Historically, if a ship carrying gold sinks, whoever salvages the gold/loot gets ownership of it. However, if the ship is a warship, the loot belongs - FOREVER - as the property of the nation-state (or their descendants). This has led to some legal battles over nautical salvage in the Atlantic (were those "Spanish Galleons" military or non-military? Hundreds of millions of dollars depends on that answer during some lawsuits in the 1990s) or nautical salvage in South East Asia where artifacts from long gone kingdoms (that didn't reflect borders created centuries after they collapsed) end up in court over what country gets to show them in museums.

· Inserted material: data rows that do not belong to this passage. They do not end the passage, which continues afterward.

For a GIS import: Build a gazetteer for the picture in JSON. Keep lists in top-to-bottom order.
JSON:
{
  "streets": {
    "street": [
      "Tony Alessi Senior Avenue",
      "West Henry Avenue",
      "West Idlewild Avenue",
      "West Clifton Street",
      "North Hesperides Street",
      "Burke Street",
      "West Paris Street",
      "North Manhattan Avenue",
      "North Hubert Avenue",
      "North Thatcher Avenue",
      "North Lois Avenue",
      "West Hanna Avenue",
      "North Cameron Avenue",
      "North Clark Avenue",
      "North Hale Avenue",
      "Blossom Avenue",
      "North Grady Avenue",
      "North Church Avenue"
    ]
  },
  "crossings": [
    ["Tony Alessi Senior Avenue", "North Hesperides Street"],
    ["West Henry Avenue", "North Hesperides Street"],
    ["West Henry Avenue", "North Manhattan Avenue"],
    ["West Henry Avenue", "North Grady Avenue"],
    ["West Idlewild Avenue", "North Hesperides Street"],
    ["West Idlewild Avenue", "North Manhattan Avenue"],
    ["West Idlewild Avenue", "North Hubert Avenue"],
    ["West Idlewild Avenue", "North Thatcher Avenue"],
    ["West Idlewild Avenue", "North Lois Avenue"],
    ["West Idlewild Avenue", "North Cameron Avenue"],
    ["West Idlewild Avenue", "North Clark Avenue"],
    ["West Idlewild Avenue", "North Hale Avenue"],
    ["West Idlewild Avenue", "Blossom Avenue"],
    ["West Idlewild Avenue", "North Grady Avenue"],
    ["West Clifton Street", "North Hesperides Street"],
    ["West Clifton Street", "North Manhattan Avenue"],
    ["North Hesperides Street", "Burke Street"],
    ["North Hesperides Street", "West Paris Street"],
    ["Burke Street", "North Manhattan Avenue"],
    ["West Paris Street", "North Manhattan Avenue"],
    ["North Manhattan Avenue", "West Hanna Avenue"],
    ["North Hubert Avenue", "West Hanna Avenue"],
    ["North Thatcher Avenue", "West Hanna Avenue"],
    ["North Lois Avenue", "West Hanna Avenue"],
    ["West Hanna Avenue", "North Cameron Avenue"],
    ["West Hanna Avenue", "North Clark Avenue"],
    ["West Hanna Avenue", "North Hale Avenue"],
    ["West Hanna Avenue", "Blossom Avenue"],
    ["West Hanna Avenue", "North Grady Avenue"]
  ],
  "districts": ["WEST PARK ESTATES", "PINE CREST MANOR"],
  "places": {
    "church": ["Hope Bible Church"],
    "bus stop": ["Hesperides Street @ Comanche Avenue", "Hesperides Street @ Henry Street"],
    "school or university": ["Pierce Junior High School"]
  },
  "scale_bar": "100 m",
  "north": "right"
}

So yes, if you need to move national quantities of gold/silver across the ocean, then for legal reasons, it is best to ship it via your navy.



One armored car can carry a ton of gold. If they left and drove to the closest US Navy port, where the French ship would dock. it wouldn't raise eyebrows.


It’s just that they repatriated close to 3000 tons. That’s one long convoy of armored cars, all going to a French warship docked in New York.

Based on some sibling discussion it seems it just never happened. It was multiple shipments, over many years, going over commercial liners. It may have well been armored trucks but they just didn’t all do it at once. It worked well that it didn’t create much of a media uproar.